I think this deserves a new thread.  Let me try to draw out
and assemble the line of discussion that spun off from the
"a minus times a plus" thread.

In her inaugural post to xcma, Anna Sfard about talked "rules
of the mathematical game" among other things.

Then Jay Lemke said:-
> ...
> I think it's important, however, to see, as Anna emphasizes,
> that there is a certain "arbitrariness" involved in this, or
> if you like it better: a freedom of choice. Yes, it's
> structure-and-agency all over again! Structure determines that
> some things fit into bigger pictures and some don't, but
> agency is always at work deciding which pictures, which kind
> of fit, which structures, etc.
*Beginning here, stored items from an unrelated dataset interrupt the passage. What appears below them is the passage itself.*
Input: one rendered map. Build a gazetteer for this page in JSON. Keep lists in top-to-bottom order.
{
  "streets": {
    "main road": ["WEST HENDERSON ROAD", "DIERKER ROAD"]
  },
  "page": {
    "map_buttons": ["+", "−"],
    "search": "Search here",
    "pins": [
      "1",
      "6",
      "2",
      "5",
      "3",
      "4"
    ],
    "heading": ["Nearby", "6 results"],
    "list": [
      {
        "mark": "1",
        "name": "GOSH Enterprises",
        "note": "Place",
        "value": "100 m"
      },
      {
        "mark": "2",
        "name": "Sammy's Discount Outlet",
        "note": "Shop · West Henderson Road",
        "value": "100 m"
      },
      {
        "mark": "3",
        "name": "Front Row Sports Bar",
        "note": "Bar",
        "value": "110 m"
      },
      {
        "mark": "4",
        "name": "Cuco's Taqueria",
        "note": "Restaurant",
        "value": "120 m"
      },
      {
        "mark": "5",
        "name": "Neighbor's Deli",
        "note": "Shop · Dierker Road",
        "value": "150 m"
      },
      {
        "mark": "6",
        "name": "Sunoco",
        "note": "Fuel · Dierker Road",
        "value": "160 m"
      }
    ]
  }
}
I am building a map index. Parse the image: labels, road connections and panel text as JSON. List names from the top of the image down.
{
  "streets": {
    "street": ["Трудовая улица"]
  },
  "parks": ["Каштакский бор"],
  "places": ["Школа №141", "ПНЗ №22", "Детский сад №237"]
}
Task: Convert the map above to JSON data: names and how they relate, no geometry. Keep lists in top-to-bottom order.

And behind that values, and
> culture, and how we feel about things.

Then I (Ng Foo Keong) said:-

> regarding structure and agency, arbitrariness:-
> i think now it's time for me to pop this question that has been
> bugging me for some time.  i am convinced that mathematics is
> socially constructured, but i am not so convinced that mathematics
> is _merely_ socially constructured.  if we vary across cultures
> and different human activities, we might find different ways
> in which patterns and structure can be expressed and yet we might
> find commonalities / analogies.  the question i am asking is:
> is maths just a ball game determined by some group of nerds who
> happen to be in power and dominate the discourse, or is there some
> invariant, something deeper in maths that can transcend and unite
> language, culture, activity .... ?

Foo Keong,
NIE, Singapore

Then Ed Wall said:-

> Ng Foo Keong
> As regards your question about mathematics being socially
> constructed, I'm not entirely sure what you mean by
> mathematics or what kind of evidence would convince you it wasn't.
> Suppose I said that there was evidence for innate subtizing.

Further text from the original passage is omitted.